"""
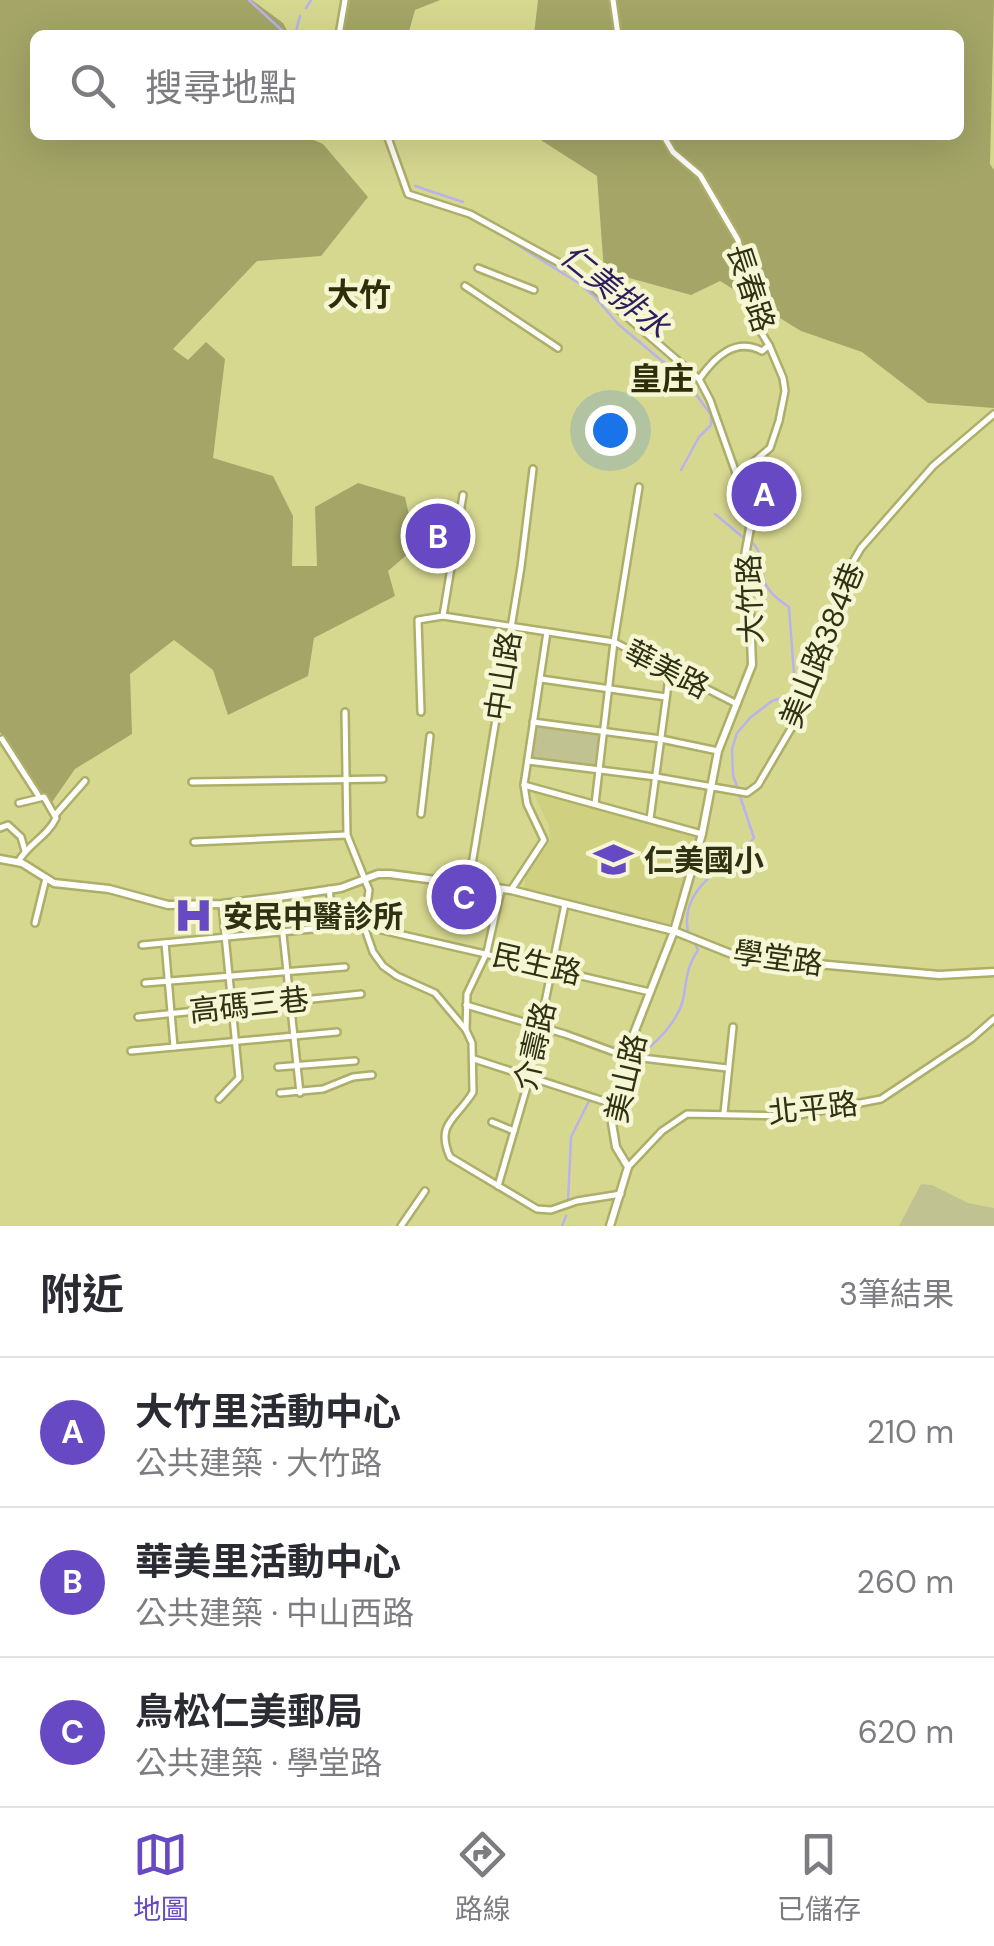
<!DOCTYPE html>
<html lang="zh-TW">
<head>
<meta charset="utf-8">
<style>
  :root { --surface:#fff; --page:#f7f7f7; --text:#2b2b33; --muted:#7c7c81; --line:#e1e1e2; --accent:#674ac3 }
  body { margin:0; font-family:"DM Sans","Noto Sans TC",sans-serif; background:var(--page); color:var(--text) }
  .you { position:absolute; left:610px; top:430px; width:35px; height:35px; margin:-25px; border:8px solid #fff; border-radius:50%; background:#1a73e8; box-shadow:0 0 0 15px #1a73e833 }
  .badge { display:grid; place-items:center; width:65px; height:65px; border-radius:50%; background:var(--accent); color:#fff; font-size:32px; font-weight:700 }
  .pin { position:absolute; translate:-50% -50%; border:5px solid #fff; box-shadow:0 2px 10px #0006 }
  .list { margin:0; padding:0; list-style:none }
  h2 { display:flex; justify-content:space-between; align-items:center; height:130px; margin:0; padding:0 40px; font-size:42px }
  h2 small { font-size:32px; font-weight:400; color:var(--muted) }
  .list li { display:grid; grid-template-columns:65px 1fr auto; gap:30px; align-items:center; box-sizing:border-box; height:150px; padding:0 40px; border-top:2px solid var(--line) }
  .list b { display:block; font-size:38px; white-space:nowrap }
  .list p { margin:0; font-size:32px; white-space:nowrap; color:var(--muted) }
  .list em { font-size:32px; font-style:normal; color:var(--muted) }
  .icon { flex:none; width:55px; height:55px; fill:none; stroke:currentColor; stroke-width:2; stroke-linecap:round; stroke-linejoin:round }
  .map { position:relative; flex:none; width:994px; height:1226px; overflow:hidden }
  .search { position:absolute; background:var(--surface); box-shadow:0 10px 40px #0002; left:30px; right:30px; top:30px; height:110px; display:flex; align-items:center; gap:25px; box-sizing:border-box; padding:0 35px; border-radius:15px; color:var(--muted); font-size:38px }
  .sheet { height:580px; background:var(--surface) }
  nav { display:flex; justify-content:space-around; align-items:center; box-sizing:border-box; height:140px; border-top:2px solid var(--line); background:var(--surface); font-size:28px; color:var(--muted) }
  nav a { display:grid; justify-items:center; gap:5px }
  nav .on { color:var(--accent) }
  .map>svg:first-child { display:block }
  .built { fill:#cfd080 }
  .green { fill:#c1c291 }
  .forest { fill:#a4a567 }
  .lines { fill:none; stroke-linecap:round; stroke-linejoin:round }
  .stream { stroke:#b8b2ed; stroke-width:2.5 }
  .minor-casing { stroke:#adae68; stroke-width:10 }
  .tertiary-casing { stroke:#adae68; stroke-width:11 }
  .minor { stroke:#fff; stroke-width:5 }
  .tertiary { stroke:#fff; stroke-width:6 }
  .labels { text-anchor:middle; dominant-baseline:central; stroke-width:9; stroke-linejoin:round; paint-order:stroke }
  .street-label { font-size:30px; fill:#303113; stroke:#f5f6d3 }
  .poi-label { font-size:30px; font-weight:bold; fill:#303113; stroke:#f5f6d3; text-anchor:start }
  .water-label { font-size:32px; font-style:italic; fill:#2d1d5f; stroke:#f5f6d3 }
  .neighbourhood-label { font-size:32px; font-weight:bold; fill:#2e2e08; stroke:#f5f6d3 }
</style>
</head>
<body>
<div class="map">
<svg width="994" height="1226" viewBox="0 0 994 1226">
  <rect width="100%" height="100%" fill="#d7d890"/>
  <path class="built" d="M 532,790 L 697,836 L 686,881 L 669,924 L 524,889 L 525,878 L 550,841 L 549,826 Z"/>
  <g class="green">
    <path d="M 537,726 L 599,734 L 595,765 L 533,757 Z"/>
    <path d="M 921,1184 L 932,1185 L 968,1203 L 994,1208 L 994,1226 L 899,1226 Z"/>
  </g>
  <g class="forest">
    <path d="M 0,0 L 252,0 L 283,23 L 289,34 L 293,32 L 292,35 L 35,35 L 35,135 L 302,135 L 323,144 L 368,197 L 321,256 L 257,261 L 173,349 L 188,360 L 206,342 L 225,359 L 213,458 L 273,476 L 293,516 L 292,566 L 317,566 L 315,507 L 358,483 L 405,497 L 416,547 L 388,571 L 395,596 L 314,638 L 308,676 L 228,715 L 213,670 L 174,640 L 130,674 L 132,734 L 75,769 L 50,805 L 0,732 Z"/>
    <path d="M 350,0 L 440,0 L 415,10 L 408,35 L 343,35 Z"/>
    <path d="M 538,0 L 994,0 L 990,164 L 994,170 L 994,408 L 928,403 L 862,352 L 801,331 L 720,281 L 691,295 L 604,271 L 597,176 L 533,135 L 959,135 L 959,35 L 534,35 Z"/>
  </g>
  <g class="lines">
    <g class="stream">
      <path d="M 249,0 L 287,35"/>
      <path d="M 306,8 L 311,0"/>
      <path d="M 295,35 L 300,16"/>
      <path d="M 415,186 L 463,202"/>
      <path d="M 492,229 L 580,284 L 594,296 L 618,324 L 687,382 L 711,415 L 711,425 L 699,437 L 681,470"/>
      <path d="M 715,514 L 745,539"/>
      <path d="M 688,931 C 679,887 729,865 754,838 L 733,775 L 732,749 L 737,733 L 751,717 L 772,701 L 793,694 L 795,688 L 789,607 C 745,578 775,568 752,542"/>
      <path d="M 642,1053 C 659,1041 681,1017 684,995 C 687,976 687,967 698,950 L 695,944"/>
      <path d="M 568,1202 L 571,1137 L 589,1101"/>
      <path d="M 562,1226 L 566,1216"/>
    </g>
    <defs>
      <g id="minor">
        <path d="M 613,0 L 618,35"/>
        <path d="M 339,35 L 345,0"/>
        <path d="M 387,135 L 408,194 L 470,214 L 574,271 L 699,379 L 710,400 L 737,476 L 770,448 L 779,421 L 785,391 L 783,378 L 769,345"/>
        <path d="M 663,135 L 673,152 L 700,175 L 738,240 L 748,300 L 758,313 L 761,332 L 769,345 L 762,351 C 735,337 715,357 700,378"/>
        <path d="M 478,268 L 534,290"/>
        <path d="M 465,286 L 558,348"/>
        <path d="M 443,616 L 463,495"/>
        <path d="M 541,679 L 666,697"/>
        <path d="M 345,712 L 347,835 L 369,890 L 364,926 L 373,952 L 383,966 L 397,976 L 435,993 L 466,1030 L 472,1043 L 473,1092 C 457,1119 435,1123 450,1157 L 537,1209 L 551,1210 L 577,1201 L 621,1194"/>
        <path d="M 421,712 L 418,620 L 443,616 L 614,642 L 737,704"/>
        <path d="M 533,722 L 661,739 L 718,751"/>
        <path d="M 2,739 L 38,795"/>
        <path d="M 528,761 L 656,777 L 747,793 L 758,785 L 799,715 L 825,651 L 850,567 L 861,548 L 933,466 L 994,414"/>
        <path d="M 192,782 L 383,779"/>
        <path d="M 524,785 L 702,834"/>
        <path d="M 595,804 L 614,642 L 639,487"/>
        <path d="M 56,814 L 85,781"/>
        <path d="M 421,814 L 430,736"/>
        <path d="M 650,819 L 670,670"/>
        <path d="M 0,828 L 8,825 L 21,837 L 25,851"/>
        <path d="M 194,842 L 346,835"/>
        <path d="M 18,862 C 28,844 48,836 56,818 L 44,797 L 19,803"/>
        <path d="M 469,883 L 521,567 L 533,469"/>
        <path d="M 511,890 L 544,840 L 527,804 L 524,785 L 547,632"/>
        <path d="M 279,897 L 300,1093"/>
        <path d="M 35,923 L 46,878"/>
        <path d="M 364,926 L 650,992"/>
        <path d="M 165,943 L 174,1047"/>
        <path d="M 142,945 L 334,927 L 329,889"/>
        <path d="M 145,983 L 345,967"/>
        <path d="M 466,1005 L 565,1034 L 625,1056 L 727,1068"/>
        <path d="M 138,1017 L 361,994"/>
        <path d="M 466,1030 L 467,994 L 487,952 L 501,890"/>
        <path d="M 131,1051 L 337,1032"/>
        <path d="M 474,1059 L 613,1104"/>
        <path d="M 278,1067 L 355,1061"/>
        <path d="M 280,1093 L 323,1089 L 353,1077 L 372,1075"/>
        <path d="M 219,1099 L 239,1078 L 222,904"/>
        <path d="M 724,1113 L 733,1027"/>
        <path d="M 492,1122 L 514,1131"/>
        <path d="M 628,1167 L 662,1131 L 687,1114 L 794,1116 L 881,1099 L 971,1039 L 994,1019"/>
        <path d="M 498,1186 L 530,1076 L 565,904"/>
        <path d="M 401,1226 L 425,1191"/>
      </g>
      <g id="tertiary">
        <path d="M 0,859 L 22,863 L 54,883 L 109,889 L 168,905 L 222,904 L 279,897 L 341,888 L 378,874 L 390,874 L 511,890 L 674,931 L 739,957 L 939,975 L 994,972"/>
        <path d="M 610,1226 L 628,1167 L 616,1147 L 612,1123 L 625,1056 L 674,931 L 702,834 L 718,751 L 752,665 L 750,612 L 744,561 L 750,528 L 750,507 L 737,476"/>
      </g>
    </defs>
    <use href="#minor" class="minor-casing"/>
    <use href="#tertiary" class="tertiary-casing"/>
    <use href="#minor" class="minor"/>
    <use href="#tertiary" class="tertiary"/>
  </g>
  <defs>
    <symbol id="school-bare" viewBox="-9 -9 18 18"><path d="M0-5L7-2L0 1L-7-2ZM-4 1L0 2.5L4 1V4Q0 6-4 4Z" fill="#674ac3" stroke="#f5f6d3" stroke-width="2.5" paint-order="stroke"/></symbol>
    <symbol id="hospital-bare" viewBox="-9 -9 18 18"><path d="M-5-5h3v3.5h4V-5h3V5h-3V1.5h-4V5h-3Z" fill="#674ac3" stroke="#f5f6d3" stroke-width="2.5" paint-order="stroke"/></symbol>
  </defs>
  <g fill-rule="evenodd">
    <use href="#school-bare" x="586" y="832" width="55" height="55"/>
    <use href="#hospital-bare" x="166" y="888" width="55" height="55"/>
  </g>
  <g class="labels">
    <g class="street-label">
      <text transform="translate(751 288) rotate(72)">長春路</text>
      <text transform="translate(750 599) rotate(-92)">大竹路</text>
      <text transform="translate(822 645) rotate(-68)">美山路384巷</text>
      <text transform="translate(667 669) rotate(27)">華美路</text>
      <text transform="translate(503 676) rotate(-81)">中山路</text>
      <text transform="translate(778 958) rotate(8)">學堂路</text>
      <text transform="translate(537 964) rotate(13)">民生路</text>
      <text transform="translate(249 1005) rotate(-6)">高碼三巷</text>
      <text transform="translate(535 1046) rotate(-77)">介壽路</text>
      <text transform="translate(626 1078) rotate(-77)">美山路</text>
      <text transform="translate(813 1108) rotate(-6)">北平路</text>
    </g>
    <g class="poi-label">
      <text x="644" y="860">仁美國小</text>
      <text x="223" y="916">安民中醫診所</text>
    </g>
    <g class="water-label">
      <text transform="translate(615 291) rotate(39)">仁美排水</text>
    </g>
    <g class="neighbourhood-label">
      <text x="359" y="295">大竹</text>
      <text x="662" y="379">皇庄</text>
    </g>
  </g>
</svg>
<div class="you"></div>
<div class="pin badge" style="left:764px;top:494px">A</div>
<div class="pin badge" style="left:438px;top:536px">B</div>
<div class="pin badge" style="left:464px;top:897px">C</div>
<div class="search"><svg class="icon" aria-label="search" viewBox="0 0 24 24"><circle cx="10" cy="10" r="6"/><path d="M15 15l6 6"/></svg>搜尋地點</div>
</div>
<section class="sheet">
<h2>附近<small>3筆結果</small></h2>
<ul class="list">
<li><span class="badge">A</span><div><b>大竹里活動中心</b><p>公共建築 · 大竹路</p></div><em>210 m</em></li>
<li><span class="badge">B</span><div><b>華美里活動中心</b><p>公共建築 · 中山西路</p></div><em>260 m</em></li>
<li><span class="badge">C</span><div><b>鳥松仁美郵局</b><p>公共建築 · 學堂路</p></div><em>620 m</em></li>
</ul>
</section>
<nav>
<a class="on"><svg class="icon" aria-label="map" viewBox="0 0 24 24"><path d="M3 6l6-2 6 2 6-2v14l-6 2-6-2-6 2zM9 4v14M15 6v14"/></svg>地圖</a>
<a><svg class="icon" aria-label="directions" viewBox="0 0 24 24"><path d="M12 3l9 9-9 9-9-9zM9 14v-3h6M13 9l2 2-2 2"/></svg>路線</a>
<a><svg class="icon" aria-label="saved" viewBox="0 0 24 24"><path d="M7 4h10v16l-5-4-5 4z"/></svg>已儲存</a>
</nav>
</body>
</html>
"""
Your answer must consist of every line from the listing that holds the string "lines".

## RESULT OF THE TASK
  .lines { fill:none; stroke-linecap:round; stroke-linejoin:round }
  <g class="lines">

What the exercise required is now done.